Apple: How to bury an important announcement

A lot of people, Steve Jobs probably among them, were disappointed in today’s MacWorld keynote address. Lackluster new iMacs and another two months for Mac OS X 10.1 (including DVD playback and speed boost) were the “highlights.”

But Dave Winer pointed out something very important I missed (primarily because I joined the webcast after it had been announced. Give me a break, it started at 6 am PDT): Apple will embed SOAP and XML-RPC in Mac OS X and make it accessible through AppleScript.

Why is this so important?

Someday I’ll write a good description of what a major turning point XML-RPC represents. For now, the best way to describe it is this: It’s a universal protocol that works over the web that describes how applications talk to one another. It’s the basis on which this web server and the engine I use to edit it operate. As SOAP (Simple Object Access Protocol), it’s the basic syntax that Microsoft is using throughout their .NET initiative.

It’s the most important thing on the Internet since HTML. HTML allowed people to share information easily and enabled people to get connected to each other on the Internet. Just as HTML described how to allow people to access information in an intuitive, graphical way, so XML-RPC describes how to allow different computer programs to talk to each other across the Internet. It’s scalable and robust, it’s an emerging standard. And Apple is baking it into the OS at a very low level.

Microsoft’s vision for .NET is information access any time you need it, on any device, in any format. Dave Winer’s vision, along with the other folks working with him on XML-RPC, is the same, only they want the core services to be distributed across the community rather than all running in Redmond. And Apple wants its Mac users to be able to use AppleScript, its intuitive programming language, to wire programs running in Mac OS X to web services speaking SOAP and XML-RPC anywhere on the Internet.
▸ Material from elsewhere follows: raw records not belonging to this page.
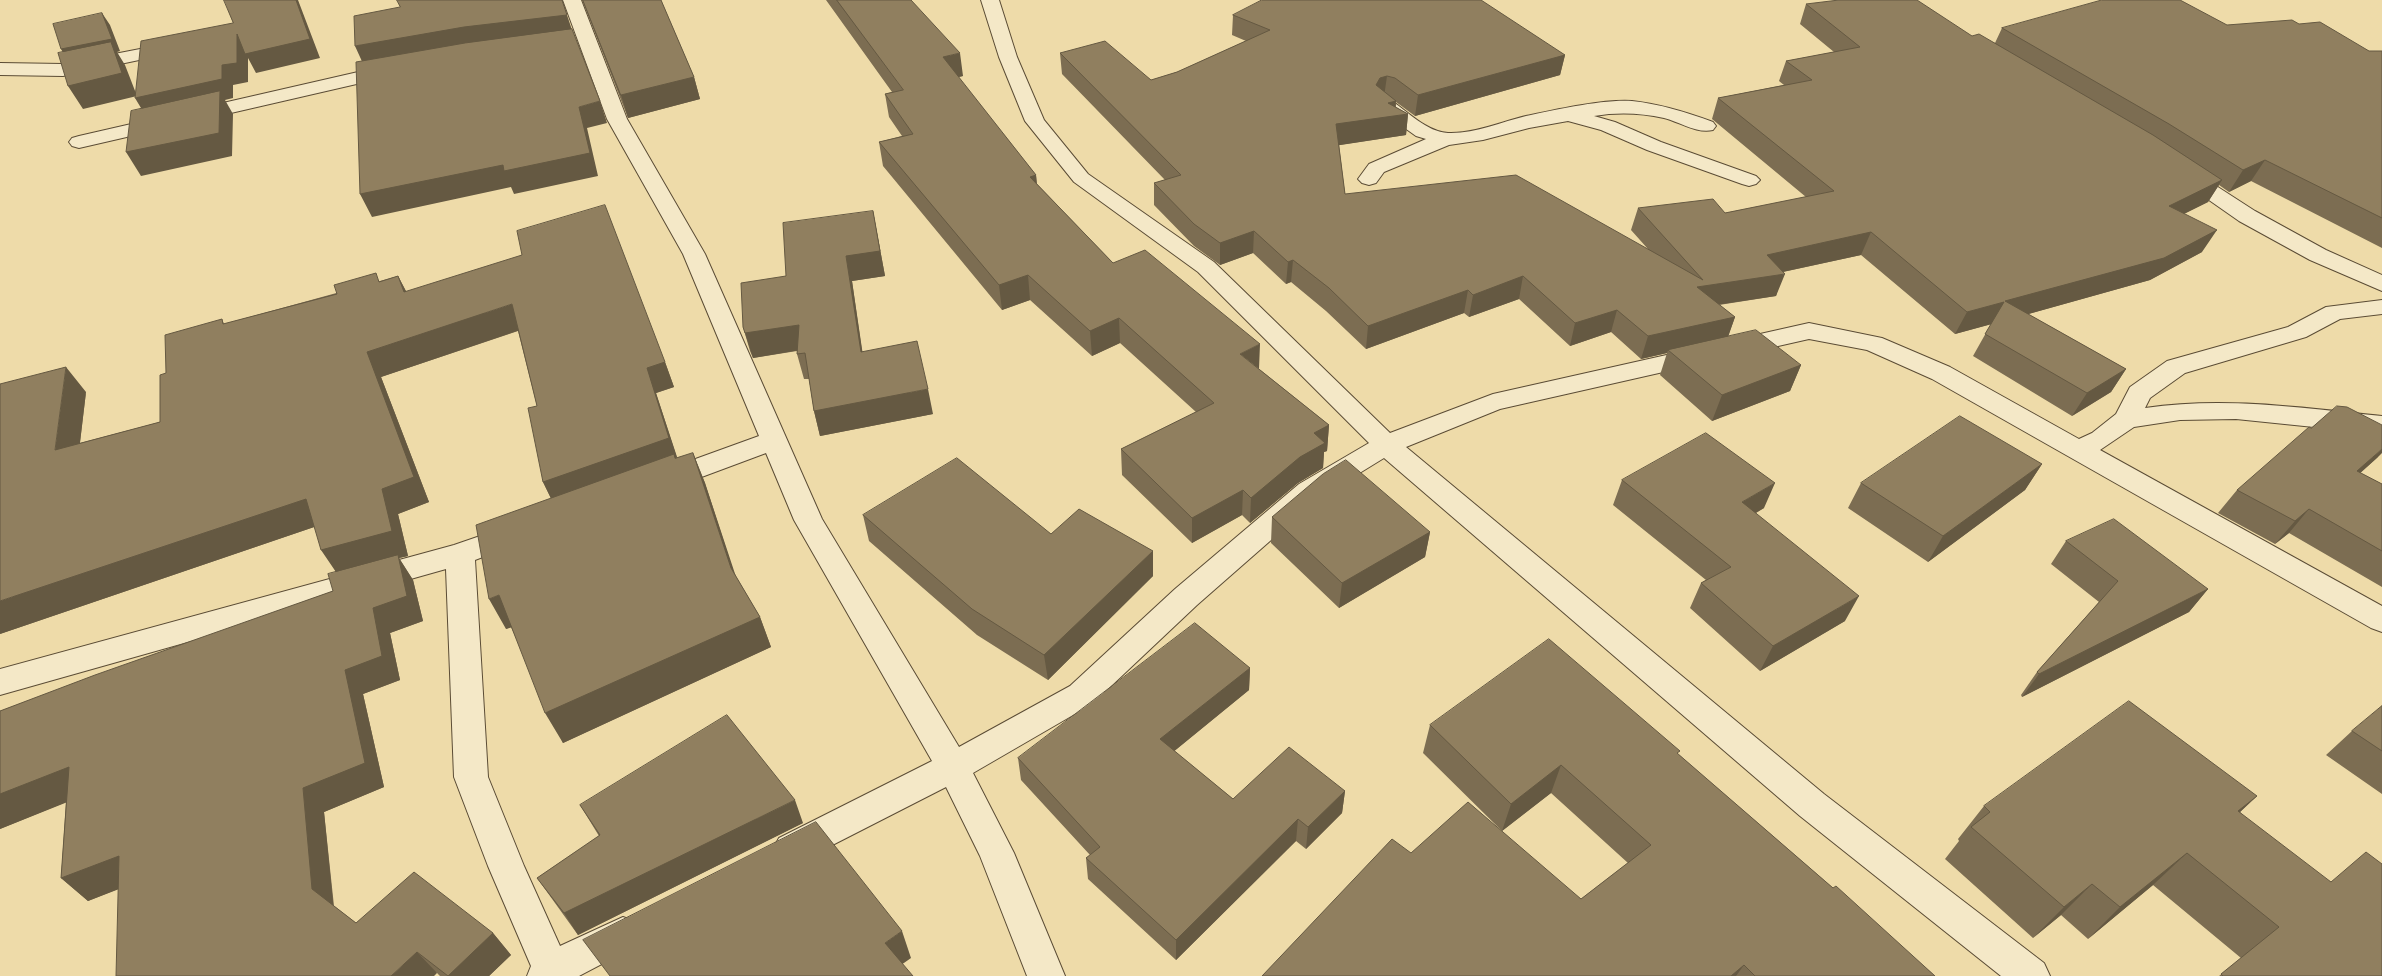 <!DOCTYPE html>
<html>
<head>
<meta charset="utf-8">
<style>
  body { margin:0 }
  canvas { display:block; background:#eedba9 }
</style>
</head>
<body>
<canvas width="2382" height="976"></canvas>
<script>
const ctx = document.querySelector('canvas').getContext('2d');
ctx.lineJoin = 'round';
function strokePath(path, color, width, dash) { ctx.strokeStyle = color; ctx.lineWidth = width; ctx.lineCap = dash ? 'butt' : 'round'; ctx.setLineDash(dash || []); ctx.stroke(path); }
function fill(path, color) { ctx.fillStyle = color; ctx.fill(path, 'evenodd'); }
const minor = new Path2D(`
  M563,0h18l46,119 78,135 117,265 137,228 111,-61 105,-97 124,-105 70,-41 -171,-171 -124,-90 -49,-61 -26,-64 -18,-57h18l18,57 27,63 44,54 126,88 176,171 103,-39 316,-71 73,15 68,29 129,72 13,-6 24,-19 14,-27 37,-26 121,-34 38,-20 56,-7v14l-42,5 -34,18 -121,36 -35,25 -5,10c80,-12 158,0 237,8v18l-146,-15 -56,1 -46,7 -34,23 282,156v26l-11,-4 -439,-249 -65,-29 -58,-11 -309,70 -94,38 418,347 220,169 6,13h-49l-201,-160 -416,-358 -65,40 -122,107 -105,99 -119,69 41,80 51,123h-38l-47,-120 -34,-69 -143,73 -12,5 -12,-5 -6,-11 6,-11 153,-77 -138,-241 -28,-67 -102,38 -10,-3 -4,-7 4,-7 105,-38 -76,-182 -76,-135z
  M176,42l6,1 3,4 -3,4 -119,25 -63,-1v-12l63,1z
  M393,64l7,2 2,4 -2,4 -321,74 -7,-2 -3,-4 3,-4 7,-2z
  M1385,99l7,2c16,11 35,31 56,32 26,1 53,-11 78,-17 28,-6 78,-17 106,-15 28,3 54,11 81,21l3,4 -3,4c-16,4 -33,-8 -49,-12 -23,-5 -46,-6 -70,-2l21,6 46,20 95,34 4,4 -4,4 -7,2 -7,-2 -95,-34 -46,-20 -33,-9 -39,7 -46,12 -34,5 -65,27 -8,11 -7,2 -7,-2 -4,-4 11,-15 57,-25 -10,-3 -38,-27 -3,-4 3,-4z
  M2183,167l7,2 65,42 71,39 56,25v16l-72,-31 -71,-39 -63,-44 -3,-4 3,-4z
  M515,524l10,3 4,7 -4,7 -50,19 13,217 36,89 36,80 63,-29 13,5 5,12 -5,12 -57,30h-52l4,-10 -43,-100 -34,-89 -8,-208 -446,126v-26l454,-124z`);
strokePath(minor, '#5b4c35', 2);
fill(minor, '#f4e8c7');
fill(new Path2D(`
  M582,0h79l33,77 6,22 -72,19z
  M826,0h85l52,76 -5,1 78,98 1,9 76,79 146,106 70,56 -2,26 -3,1 -1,16 -25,15 -48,40 -8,-8 -50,28 -70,-68 -1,-26 75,-37 -76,-69 -28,13 -62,-56 -28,10 -119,-144 -4,-24 23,-6 -13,-19 -4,-23 7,-2z
  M1806,4l166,32 23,7 7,-15 225,-3 72,-1 70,27h13v197l-131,-67 -22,11 -10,-7 -11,17 -24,12 18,38 -52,28 -122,34 98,55 -15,23 -39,24 -99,-60 18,-32 -36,10 -94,-79 -78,17 -7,24 -57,9 16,12 -7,19 73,29 -11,26 -78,30 -52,-46 7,-22 -26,6 -30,-27 -41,14 -51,-47 -50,18 -5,-4 -98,36 -40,-38 -35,-29 -5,2 -33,-31 -33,12 -26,-19 -40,-41v-22l11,-3 -103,-106 -2,-21 91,27 26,-8 69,-31 -14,-6 1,-20 332,40 -5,20 -145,41 -19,-14v5l12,7 -2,21 -67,10 6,49 303,55 -17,-19 7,-22 87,5 81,-16 -94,-78 6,-21 66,-13 -5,-4 7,-20 48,-9 -34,-28z
  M873,211l12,65 -33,5 10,70 71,63 -113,22 -6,-25 -5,-32h-5l-7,-25v-3l-44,7 -3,-7 -7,-24 43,-51z
  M398,276l8,15 259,71 9,25 -18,6 21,65 16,-5 12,30 29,90 26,44 11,30 -208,96 -52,-116 -5,2 45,-131 -8,-16 -6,-76 -19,-75 -137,46 48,125 -31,12 10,42 -9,2 14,22 10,41 -33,12 10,47 -37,14 21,93 -60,25 10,94 22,17 137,10 18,22 -22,21h-49l-3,-3 -319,-84 -30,12 -27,-23 5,-76 -66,27v-118l333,-120 3,-19 -22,-45 -314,107 86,-242 -6,51 80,-21 6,-49 56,-54 2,5z
  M2378,457l-18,16 22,11v103l-93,-54 -14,11 -57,-31 19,-23z
  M2042,464l-17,26 -97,72 -80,-54 13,-25z
  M1622,480l142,28 -8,5 89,108 -85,50 -70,-63 11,-25 5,-3 -93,-75z
  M863,515l188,19 102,17v25l-105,104 -71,-45 -108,-94z
  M1272,517l158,15 -5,25 -86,51 -68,-65z
  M2066,541l142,48 -19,23 -167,85 -1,-2 16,-23 62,-70 -48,-38z
  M1250,668l-1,22 -75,61 59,48 112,-8 -3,22 -36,36 -10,-8 -120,119 -88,-81 -2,-21 4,-3 -69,-75 -3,-22z
  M2382,706v88l-56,-39 26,-24z
  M1430,725l249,30 256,221h-673l149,-123 170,46 47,-36 -77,-70 -49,38 -79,-78z
  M2257,796l-17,16 142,164h-163l22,-18 -88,-73 -65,54 -27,-24 -28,23 -88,-79 14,-18 -1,-2 26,-33z
  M580,805l223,18 -225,112 -41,-57 62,-42z`), '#7c6d52');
fill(new Path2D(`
  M296,0h2l22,58 -64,15 -8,-15v24l-15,3v13l-8,2 8,14 -1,42 -91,20 -15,-24 21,-34 -12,-20 87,-33 15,-31z
  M562,0l12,36 -209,32 -10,-22z
  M102,13l8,12 10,26 -3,1 8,13 12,31 -54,13 -15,-23v-25l-7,-12z
  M960,53l3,23 -17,4 -3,-23z
  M1565,55l-5,20 -145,41 3,-21z
  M1387,76l-3,21 -8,-12 4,-7z
  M694,77l6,22 -72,19 -7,-23z
  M600,101l7,22 -20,5 11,48 -84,18 -3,-7 -139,30 -12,-23 219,-87z
  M1396,101l-2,15 14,-2 -2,21 -72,11 2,-22 52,-21z
  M2265,160l-14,21 -22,11 14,-22z
  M1036,175l2,24 -8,-22z
  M2222,180l-14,22 -53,26 14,-22z
  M873,211l12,65 -33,5 14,95 -5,-24 -15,-96z
  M2217,230l-15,22 -52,28 -157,44 12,-23z
  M1254,231l-1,22 -33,12v-22z
  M1871,232l-10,23 -102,22 8,-22z
  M1293,260l-2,22 -5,2 2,-22z
  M1785,274l-9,22 -87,13 8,-22z
  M1028,275l2,25 -28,10 -3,-25z
  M398,276l13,25 -7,-9z
  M1523,276l-4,23 -50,18 4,-22z
  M1468,290l-4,23 -98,36 2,-23z
  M2004,302l-12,22 -37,10 12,-22z
  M512,304l11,25 -142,48 48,125 -31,12 10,42 -9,2 14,22 10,41 -33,12 10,47 -37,14 21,93 -60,25 10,100 -22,-23 -9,-101 42,-118 28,-62 -35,-33 -17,-25 61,-61 -15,-137z
  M1617,310l-6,22 -41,14 5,-23z
  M1735,317l-8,23 -59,10 -1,3 -26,6 7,-23z
  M1119,318l1,25 -28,13 -2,-25z
  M799,325l7,24 -53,9 -8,-25z
  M1260,344l-1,25 -19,-15z
  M665,362l9,25 -18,6 23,70 -124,44 -12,-25 104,-114z
  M1801,365l-11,26 -78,30 10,-26z
  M66,367l20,25 -10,83 -21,-25z
  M2126,369l-15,23 -39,24 15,-23z
  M928,389l5,25 -113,22 -6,-25z
  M1329,425l-2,26 -3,1 -1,16 -25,15 -48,40 1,-25 63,-65z
  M2382,449v4l-4,4 -41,37 20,-23z
  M693,453l12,30 38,115 -12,-30z
  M2042,464l-17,26 -97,72 15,-26z
  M1775,483l-11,25 -33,19 11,-25z
  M1243,490l-1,25 -50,28v-25z
  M306,499l17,25 -323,110v-33z
  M2309,509l-20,24 -14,11 20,-23z
  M1430,532l-5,25 -86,51 3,-25z
  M1153,551v25l-105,104 -4,-25z
  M2208,589l-19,23 -167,85 17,-23z
  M499,595l17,31 -10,3 -17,-30z
  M1859,596l-14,25 -85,50 13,-25z
  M760,617l11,30 -208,96 -18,-30z
  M1250,668l-1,22 -88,72 -1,-23z
  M1561,765l-10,28 -49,38 9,-27z
  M69,767l26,24 -95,38v-35z
  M1345,791l-3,22 -36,36 2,-22z
  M2257,796l-35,33 16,-18z
  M795,800l8,23 -225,112 -14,-22z
  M1298,819l-2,22 -120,119v-20z
  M2187,853l-34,32 -65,54 32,-32z
  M119,856l26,23 -57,22 -27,-23z
  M2092,884l-31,31 -28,23 31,-31z
  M902,931l9,27 -17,12 -9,-27z
  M493,933l18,22 -22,21h-41z
  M417,952l20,21 -3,3h-43z
  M1744,965l-8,11h-5z`), '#655942');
const building = new Path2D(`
  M224,0h72l14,39 -65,15 -8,-20v29l-15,2v14l-87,19 6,-57 92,-18z
  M397,0h165l5,15 -103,12 -109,19 -1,-30 46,-9z
  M583,0h78l33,77 -73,18z
  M837,0h74l49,53 -17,4 93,118 -6,2 83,86 32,-13 115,94 -20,10 89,71 -15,8 11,10 -25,14 -49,41 -8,-8 -51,28 -71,-69 93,-46 -95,-85 -29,13 -62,-56 -29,10 -120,-143 34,-8 -28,-40 18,-4z
  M1262,0h219l84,55 -147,40 -23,-17 -8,-2 -7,2 -4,7 20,16 -8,2 20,11 -72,10 9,70 171,-19 187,105 -65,-72 75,-9 12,14 109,-22 -116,-93 94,-18 -26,-19 74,-14 -54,-43 33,-4h78l55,36 7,-2 174,101 69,45 -53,26 48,24 -53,28 -159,43 121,68 -39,24 -102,-59 19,-32 -37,10 -96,-80 -104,23 18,19 -88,13 38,30 -87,19 -31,-26 -42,13 -52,-47 -50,19 -5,-5 -100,36 -39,-38 -36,-28 -5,2 -34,-31 -34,12 -26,-19 -40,-41 27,-8 -121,-122 45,-12 46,39 26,-8 93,-42 -37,-15z
  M2102,0h78l47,25 65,-5 7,4 21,-2 49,29h13v167l-117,-58 -22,10 -74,-46 -167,-96z
  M102,13l10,26 -51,10 -8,-25z
  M572,29l28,72 -21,6 11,46 -86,18 -1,-6 -143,29 -4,-132 109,-19z
  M111,42l11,31 -54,13 -10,-33z
  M220,91l-1,42 -93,19 5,-41z
  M605,205l60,157 -18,6 22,70 -126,44 -15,-74 9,-2 -25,-102 -145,48 47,125 -32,12 10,42 -71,19 -15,-51 -306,102v-217l66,-17 -11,83 105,-28v-47l6,-2 -1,-38 57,-16 1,5 114,-30 -3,-9 42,-12 3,9 19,-6 6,16 118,-37 -5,-24z
  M873,211l7,40 -34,5 15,96 56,-11 11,48 -114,22 -9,-58 -8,1 2,-29 -54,8 -2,-6 -2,-44 45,-7 -3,-53z
  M1756,330l45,35 -79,30 -54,-45z
  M2337,406l10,1 35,18v24l-25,22 25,13v67l-73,-42 -14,12 -58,-31 72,-63 2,1z
  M1960,416l82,48 -99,72 -82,-53z
  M1706,433l69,50 -33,19 117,94 -86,50 -72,-63 30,-16 -109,-87z
  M693,453l38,115 29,49 -215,96 -46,-118 -10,4 -13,-74 198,-71 1,4z
  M957,458l94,76 28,-25 74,42 -109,104 -72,-46 -109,-94z
  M1346,460l84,72 -88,51 -70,-66 51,-43z
  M2114,519l94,70 -169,85 -2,-2 81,-91 -52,-40z
  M398,555l9,41 -34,12 9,48 -37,14 20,93 -62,25 9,101 44,34 58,-51 79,61 -45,43 -31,-24 -26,24h-275l3,-120 -58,22 8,-111 -69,27v-83l95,-36 238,-84 -5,-17z
  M1195,623l55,45 -90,71 73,60 56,-52 56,44 -37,36 -10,-8 -122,121 -90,-82 14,-11 -82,-89z
  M1549,639l131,112 -3,2 156,135 3,-2 99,90h-180l-11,-11 -13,11h-469l130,-137 19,14 57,-51 113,97 70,-54 -90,-80 -50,39 -81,-79z
  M2129,701l128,95 -19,15 93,71 35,-30 16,12v112h-159l-2,-2 58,-47 -92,-74 -67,54 -28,-23 -28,23 -93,-80 19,-15 -6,-6z
  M2382,706v45l-30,-20z
  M727,715l68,85 -231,113 -27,-35 63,-43 -20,-30z
  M816,822l86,109 -17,12 28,33h-303l-27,-36z`);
fill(building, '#907f5f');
strokePath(building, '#655942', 1);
</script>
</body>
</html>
Why is this important? Because this is where the next generation of killer apps will live. Bill Gates thinks so: he’s staked the future of Microsoft on it. And Steve and the gang have taken that bet and ensured that Mac users won’t be left behind.

So am I mad at Apple after the keynote today? Yes, but not because of hardware or because I have to dual-boot into OS 9 to watch DVDs until September. I’m mad at Steve because he spent time in the keynote showing screensavers and talking about the megahertz myth instead of articulating why this is so important. It’s something that’s hard to demo, but I guarantee this will make more of a difference to your life as a Mac user than the hardware will.